Sim-to-Lab-to-Real: Safe Reinforcement Learning with Shielding and Generalization Guarantees

Kai-Chieh Hsu*    Allen Z. Ren*    Duy Phuong Nguyen    Anirudha Majumdar**    Jaime F. Fisac**   

*equal contribution in alphabetical order    **equal advising

Princeton University    Artificial Intelligence Journal (AIJ), October 2022

Progress and Challenges in Building Trustworthy Embodied AI Workshop, NeurIPS 2022
Oral, Generalizable Policy Learning in the Physical World Workshop, ICLR 2022

Journal | Paper | Code | Bibtex


We propose Sim-to-Lab-Real, a framework that combines Hamilton-Jacobi reachability analysis and the PAC-Bayes Control framework to improve safety of robots during training and real-world deployment, and provide generalization guarantees on robots’ performance and safety in real environments.


Method Overview

We leverage an intermediate training stage, Lab, between Sim and Real to safely bridge the Sim-to-Real gap in ego-vision indoor navigation tasks. Compared to Sim training, Lab training is (1) more realistic and (2) more safety-critical.

For safe Sim-to-Lab transfer, we learn a safety critic with Hamilton-Jacobi reachability RL and apply a supervisory control scheme to shield unsafe actions during exploration.

For safe Lab-to-Real transfer, we use the Probably Approximately Correct (PAC)-Bayes Control framework to provide lower bounds (70-90%) on the expected performance and safety of policies in unseen environments.



Comparison with Other Methods

Our methods employs a dual-policy setup with reachability safety critic and shielding, which we demonstrate superior safety training and testing compared to using single-policy setup or risk-based safety critic or reward penalty. We also provide tight generalization guarantees to unseen environments.

Reachability vs. Discounted Risk

We compare our learned safety critic with those learned with SQRL [Srinivasan'20] and Recovery RL [Thananjeyan'21] that use sparse (binary) safety indicators. Reachability RL enables the safe critic to learn from near failure with dense signals. Thus, it recovers a thicker unsafe set and significantly reduces number of safety violations during Lab training and Real deployment.

Safety-Ensured Policy Distribution

We train a dual policy, performance (\pi^p) and backup (safety) policy (\pi^b), that is also conditioned on latent variables sampled from a distribution. As the performance policy guides the robot towards the goal, the backup policy intervenes minimally only when the safety critic deems the robot near danger.
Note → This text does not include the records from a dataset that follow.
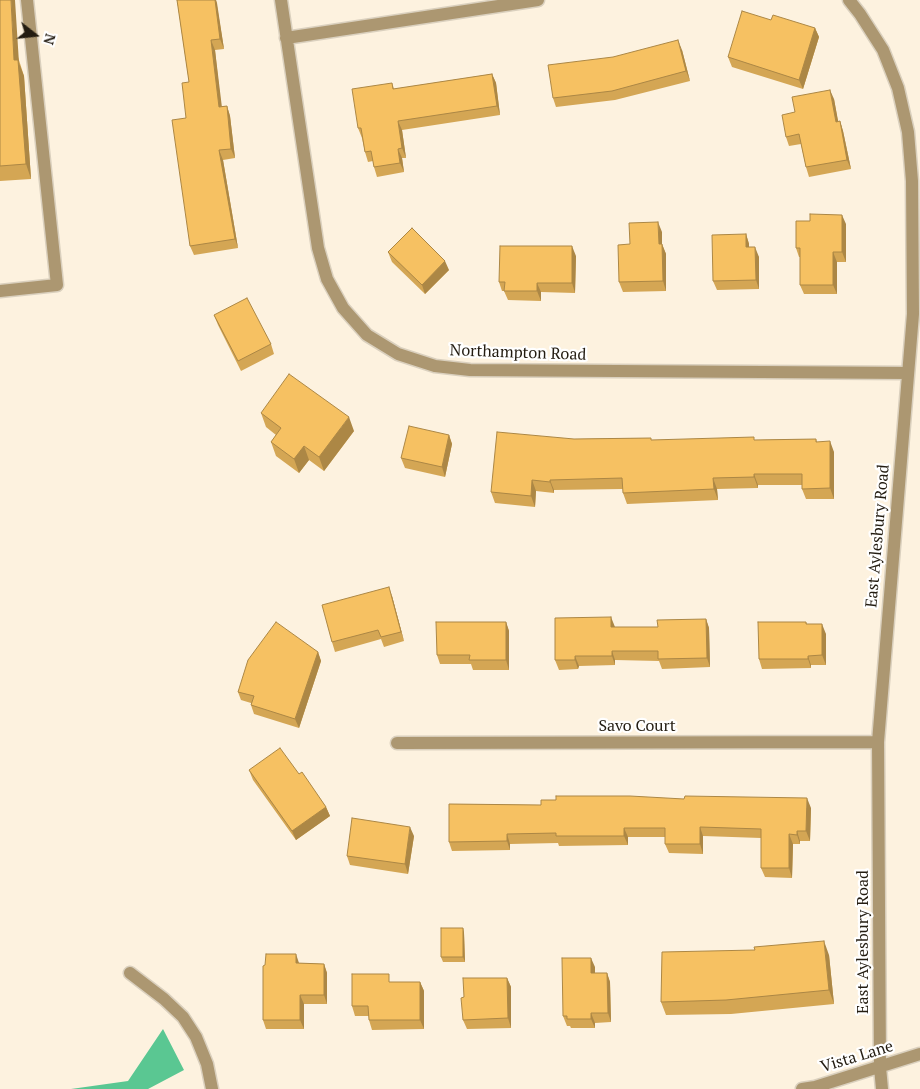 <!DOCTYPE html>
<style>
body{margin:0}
#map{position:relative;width:920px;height:1089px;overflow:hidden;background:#fdf2df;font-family:"PT Serif",serif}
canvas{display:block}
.north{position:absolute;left:10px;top:10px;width:50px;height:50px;-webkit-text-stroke:4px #fff;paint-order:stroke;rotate:106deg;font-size:14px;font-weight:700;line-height:20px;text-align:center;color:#231c11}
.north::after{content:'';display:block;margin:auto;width:18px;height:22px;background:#231c11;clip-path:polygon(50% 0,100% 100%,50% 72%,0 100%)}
</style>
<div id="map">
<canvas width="920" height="1089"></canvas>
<div class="north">N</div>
</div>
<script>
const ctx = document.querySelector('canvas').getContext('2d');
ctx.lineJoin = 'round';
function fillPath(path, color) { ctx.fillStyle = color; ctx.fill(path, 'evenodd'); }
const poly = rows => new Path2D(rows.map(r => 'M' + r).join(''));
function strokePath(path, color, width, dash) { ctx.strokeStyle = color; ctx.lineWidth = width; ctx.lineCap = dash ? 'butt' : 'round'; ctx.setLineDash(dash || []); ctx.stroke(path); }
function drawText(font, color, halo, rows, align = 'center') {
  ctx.font = font + ' "PT Serif",serif'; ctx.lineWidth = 4.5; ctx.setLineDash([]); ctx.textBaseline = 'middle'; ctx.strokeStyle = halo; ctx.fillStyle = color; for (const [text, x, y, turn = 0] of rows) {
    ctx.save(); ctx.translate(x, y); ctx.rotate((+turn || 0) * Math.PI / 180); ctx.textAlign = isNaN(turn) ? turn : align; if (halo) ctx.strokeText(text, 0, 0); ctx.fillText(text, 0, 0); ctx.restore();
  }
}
fillPath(poly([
 [163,1029,184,1070,148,1089,71,1089,128,1081]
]), '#5ac792');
const lane = poly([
 [0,291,57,285,27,0],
 [130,973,164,999,183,1017,196,1037,207,1064,212,1089]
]);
const street = poly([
 [281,0,318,248,327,279,343,308,367,335,398,354,435,366,470,370,908,373],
 [849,0,860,14,883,50,898,88,908,132,912,181,913,314,878,742,880,1067,882,1089],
 [286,38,538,0],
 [397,743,878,742],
 [802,1089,815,1087,920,1054]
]);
strokePath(lane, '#dad0be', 15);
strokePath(street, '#dad0be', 15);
strokePath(lane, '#ac9771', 12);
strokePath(street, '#ac9771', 12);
fillPath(poly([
 [0,0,24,76,31,179,0,181],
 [177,0,216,0,224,49,215,50,221,106,227,106,230,116,235,158,223,160,238,248,194,255,190,246,186,118,189,82],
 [771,20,815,28,819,37,803,89,732,67,728,57],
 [682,50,690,81,615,100,556,107,553,98],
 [492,74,496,83,500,115,402,130,406,158,402,158,404,172,377,177,374,167,373,161,368,162,365,152,362,138,358,128,392,83,394,89],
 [834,99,838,122,840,121,843,131,851,169,809,177,806,167,801,144,789,146,786,137,795,112],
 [846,224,846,262,837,262,837,294,804,294,800,285,800,257,799,257,796,248],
 [662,232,662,244,666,254,666,291,623,292,619,282,630,244],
 [746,234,749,244,749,247,759,257,759,289,717,290,713,281],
 [388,252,449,270,425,294,392,262],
 [576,256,575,293,541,292,541,301,508,300,504,291,502,291,499,282],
 [214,315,271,344,274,354,241,371,218,325],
 [261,413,354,431,324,471,309,460,299,473,276,456,271,442,276,435,266,427],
 [449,435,452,444,445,477,405,468,401,458],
 [651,438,651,440,755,440,816,439,817,442,834,452,834,499,806,499,802,489,802,485,758,485,758,488,717,489,718,500,627,504,623,493,623,489,554,490,554,493,536,491,535,507,495,503,491,492,574,439],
 [392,596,404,641,384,647,381,639,335,652,332,642],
 [706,619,709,628,710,667,662,669,659,661,615,660,615,665,579,666,578,669,559,670,555,660,615,627,658,627],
 [506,622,509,631,509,670,473,670,471,664,440,664,437,655],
 [806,622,807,624,826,634,826,665,811,665,811,668,762,669,759,659],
 [318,652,321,661,299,728,254,714,251,705,251,703,241,700,238,692],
 [249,770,299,774,326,807,330,816,296,840,253,780],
 [449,804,811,808,810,841,800,841,800,844,793,844,792,878,765,877,761,868,761,838,703,836,703,854,669,853,665,844,665,837,628,837,628,845,559,846,558,843,510,844,510,850,452,851,449,842],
 [414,836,408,874,350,865,347,856],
 [463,928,464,933,465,962,443,962,441,957],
 [829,955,834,1004,731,1014,666,1015,661,1002],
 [299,963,324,964,327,973,327,1004,304,1004,304,1029,266,1029,263,1020],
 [595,967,595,973,607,973,610,982,611,1022,595,1023,595,1028,571,1028,570,1026,567,1026,563,1016],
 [507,978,511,987,511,1028,467,1029,463,1020,464,997],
 [392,982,420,982,424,991,424,1029,372,1030,369,1020,369,1016,355,1016,352,1006]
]), '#d4a654');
fillPath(poly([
 [11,0,15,0,19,63,24,76,31,179,26,164,14,60],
 [215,0,216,0,217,3,224,49,220,39],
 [815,28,819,37,803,89,799,80],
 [211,40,215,50,223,116,219,107],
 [678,40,682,50,690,81,686,71],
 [492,74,496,83,500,115,497,106],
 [830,90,834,99,840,131,836,122],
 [227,106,230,116,235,158,231,149],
 [398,121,402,130,406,158,402,148],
 [840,121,843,131,851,169,847,160],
 [398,149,402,158,404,172,400,163],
 [219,150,223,160,238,248,235,239],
 [842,215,846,224,846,262,842,252],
 [658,222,662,232,662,254,659,244],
 [746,234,749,244,749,257,746,247],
 [662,244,666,254,666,291,663,281],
 [572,246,576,256,575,293,572,283],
 [755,247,759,257,759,289,756,280],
 [833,252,837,262,837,294,833,285],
 [445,261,449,270,425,294,422,285],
 [537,283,541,292,541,301,537,291],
 [349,417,354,431,324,471,319,457],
 [449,435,452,444,445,477,442,467],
 [830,441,834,452,834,499,830,488],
 [304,446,309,460,299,473,294,459],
 [754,474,758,485,758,488,754,477],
 [713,478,717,489,718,500,714,489],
 [532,480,536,491,535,507,531,496],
 [550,480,554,490,554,493,550,482],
 [389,587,392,596,404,641,401,632],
 [611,617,615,627,611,627],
 [706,619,709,628,710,667,707,658],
 [506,622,509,631,509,670,506,660],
 [822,624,826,634,826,665,822,655],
 [612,651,615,660,615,665,612,656],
 [318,652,321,661,299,728,295,719],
 [575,656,579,666,578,669,575,660],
 [808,656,811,665,811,668,808,659],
 [807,798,811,808,810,841,806,831],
 [326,807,330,816,296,840,292,831],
 [410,827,414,836,408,874,405,864],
 [700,827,703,836,703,854,700,844],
 [624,828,628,837,628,845,624,836],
 [797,831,800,841,800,844,797,835],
 [507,834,510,844,510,850,507,841],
 [789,834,793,844,792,878,789,868],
 [463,928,464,933,465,962,463,957],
 [824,941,829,955,834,1004,829,990],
 [296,954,299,963,296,963],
 [591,958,595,967,595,982,591,973],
 [324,964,327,973,327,1004,324,995],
 [607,973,610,982,611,1022,608,1013],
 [507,978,511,987,511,1028,508,1018],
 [420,982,424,991,424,1029,420,1020],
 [300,995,304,1004,304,1029,300,1020],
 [591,1013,595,1023,595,1028,591,1019]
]), '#ac8745');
const building = poly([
 [0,0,11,0,14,60,18,60,26,164,0,166,0,0],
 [177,0,215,0,220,39,211,40,219,107,227,106,231,149,219,150,235,239,190,246,172,120,186,118,182,83,189,82,177,0],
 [742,11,771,20,773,15,815,28,799,80,728,57,742,11],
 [678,40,686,71,612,91,553,98,548,65,613,57,678,40],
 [492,74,497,106,398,121,402,148,398,149,400,163,374,167,371,151,365,152,361,128,358,128,352,89,392,83,393,89,492,74],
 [830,90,836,122,840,121,847,160,806,167,799,134,786,137,782,115,795,112,792,97,830,90],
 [810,214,842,215,842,252,833,252,833,285,800,285,800,248,796,248,796,221,810,221,810,214],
 [658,222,659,244,662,244,663,281,619,282,618,245,630,244,629,223,658,222],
 [412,228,445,261,422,285,388,252,412,228],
 [746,234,746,247,755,247,756,280,713,281,712,235,746,234],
 [500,246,572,246,572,283,537,283,537,291,504,291,505,282,499,282,500,246],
 [247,298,271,344,238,361,214,315,247,298],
 [289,374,349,417,319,457,304,446,294,459,271,442,281,428,261,413,289,374],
 [409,426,449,435,442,467,401,458,409,426],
 [497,432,574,439,651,438,651,440,754,437,754,440,816,439,816,442,830,441,830,488,802,489,802,474,754,474,754,477,713,478,714,489,623,493,622,478,550,480,550,482,532,480,531,496,491,492,497,432],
 [389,587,401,632,381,637,378,630,332,642,322,605,389,587],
 [611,617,611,627,658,627,657,620,706,619,707,658,658,659,658,651,612,651,612,656,575,656,575,660,555,660,555,618,611,617],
 [276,622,318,652,295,719,251,705,254,696,238,692,248,660,276,622],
 [436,622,506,622,506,660,469,660,470,655,437,655,436,622],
 [758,622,806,622,806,624,822,624,822,655,808,656,808,659,759,659,758,622],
 [280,748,299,774,302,772,326,807,292,831,249,770,280,748],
 [556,796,630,796,684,799,685,796,807,798,806,831,797,831,797,835,789,834,789,868,761,868,761,829,700,827,700,844,665,844,665,828,624,828,624,836,556,836,556,833,507,834,507,841,449,842,449,804,541,805,541,800,556,800,556,796],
 [352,818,410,827,405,864,347,856,352,818],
 [441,928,463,928,463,957,441,957,441,928],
 [824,941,829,990,726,1000,661,1002,662,952,755,950,754,947,824,941],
 [266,954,296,954,296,963,324,964,324,995,300,995,300,1020,263,1020,263,966,265,965,266,954],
 [562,958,591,958,591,973,607,973,608,1013,591,1013,591,1019,567,1019,567,1016,563,1016,562,958],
 [352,974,389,974,389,982,420,982,420,1020,369,1020,368,1006,352,1006,352,974],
 [463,978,507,978,508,1018,463,1020,461,998,464,997,463,978]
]);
fillPath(building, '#f6c162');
strokePath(building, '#ac8745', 1);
drawText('16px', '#231c11', '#fff', [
 ["Northampton Road",518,353,2],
 ["East Aylesbury Road",878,536,-85],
 ["Savo Court",637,726],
 ["East Aylesbury Road",863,942,-90],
 ["Vista Lane",857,1057,-17]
]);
</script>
With a distribution of policies parameterized by the latent variables, the robot exhibits diverse trajectories around obstacles.

Shielding in Real Deployment

We test the dual policy in 10 different real indoor space including one shown on the left. The colored trajectory indicates the safety critic value (red for higher, blue for lower) at the locations. When the value exceeds the threshold, shielding activates and the backup policy (green arrow) overrides the performance policy (red arrow) to steer the robot away from obstacles.
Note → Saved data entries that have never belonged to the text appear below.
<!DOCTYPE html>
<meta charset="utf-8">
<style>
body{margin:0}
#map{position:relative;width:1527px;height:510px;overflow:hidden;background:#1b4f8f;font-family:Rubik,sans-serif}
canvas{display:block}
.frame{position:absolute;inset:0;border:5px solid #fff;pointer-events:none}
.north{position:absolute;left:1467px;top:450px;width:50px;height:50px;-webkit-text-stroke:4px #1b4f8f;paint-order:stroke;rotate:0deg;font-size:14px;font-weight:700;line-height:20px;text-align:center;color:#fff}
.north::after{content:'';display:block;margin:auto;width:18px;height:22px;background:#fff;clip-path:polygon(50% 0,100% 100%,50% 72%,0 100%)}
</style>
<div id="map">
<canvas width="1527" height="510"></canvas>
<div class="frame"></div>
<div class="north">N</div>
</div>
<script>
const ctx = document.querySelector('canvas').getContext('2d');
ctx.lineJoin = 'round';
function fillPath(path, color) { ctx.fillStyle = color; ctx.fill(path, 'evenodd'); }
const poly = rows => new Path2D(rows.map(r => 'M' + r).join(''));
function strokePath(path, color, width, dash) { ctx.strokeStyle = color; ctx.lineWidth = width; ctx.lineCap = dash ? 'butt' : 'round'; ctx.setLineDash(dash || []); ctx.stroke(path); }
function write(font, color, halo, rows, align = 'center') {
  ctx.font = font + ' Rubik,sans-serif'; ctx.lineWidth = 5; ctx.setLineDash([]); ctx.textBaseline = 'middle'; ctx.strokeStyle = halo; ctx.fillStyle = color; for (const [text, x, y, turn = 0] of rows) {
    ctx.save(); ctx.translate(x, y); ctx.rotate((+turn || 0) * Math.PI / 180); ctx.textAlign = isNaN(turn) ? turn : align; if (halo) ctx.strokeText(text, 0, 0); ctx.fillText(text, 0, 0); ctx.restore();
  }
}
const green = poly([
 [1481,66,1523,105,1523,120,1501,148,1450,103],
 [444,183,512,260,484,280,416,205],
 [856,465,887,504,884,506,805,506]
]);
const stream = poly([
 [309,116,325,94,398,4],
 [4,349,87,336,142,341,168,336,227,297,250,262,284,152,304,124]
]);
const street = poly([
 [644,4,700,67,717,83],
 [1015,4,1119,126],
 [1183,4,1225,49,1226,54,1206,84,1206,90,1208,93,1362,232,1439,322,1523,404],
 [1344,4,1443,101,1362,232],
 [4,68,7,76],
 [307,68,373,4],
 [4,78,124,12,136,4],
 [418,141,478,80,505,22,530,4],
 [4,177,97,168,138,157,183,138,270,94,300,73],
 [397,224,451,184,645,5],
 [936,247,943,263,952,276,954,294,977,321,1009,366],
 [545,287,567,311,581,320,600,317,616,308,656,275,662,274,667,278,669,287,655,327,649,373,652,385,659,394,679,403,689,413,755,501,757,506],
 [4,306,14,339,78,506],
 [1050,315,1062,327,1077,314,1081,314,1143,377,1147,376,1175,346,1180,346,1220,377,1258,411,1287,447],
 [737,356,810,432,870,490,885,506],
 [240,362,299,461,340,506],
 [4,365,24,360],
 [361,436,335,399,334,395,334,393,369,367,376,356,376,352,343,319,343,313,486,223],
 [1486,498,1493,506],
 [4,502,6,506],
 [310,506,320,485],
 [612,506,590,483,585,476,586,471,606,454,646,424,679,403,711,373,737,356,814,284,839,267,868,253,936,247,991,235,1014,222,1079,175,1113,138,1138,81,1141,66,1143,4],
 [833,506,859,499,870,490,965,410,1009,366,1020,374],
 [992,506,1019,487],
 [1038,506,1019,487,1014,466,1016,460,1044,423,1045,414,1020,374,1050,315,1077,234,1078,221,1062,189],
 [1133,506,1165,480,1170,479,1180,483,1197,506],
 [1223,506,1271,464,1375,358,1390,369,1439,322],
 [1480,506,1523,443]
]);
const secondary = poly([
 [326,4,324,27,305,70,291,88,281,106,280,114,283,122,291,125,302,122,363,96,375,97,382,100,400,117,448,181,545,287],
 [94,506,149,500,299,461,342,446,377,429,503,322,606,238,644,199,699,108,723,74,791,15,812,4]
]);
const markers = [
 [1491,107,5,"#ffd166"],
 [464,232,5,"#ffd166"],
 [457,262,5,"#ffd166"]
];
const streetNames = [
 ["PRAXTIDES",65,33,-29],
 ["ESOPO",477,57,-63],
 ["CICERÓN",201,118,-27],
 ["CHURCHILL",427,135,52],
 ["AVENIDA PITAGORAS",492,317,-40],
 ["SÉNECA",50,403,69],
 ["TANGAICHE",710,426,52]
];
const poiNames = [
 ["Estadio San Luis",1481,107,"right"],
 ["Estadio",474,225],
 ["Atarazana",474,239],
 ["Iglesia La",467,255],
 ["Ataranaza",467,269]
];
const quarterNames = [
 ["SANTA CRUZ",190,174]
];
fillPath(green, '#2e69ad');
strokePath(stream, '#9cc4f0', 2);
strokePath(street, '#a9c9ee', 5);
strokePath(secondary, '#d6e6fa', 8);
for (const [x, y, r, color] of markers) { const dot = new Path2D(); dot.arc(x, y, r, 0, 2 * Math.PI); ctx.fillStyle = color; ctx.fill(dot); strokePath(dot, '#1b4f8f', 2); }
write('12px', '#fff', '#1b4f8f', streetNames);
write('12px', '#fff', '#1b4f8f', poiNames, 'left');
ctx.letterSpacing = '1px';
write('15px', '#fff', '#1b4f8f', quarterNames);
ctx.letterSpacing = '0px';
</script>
Physical Experiments with Robot Trajectories

We run the policy three times in each environment by sampling different latent variables from the posterior distribution. The three numbers in images indicates success/unfinished/failure split. The top images show the RGB observation input used for the robot (no depth information used).



Acknowledgements

Allen Z. Ren and Anirudha Majumdar were supported by the Toyota Research Institute (TRI), the NSF CAREER award [2044149], the Office of Naval Research [N00014-21-1-2803], and the School of Engineering and Applied Science at Princeton University through the generosity of William Addy ’82. This article solely reflects the opinions and conclusions of its authors and not ONR, NSF, TRI or any other Toyota entity. We would like to thank Zixu Zhang for his valuable advice on the setup of the physical experiments.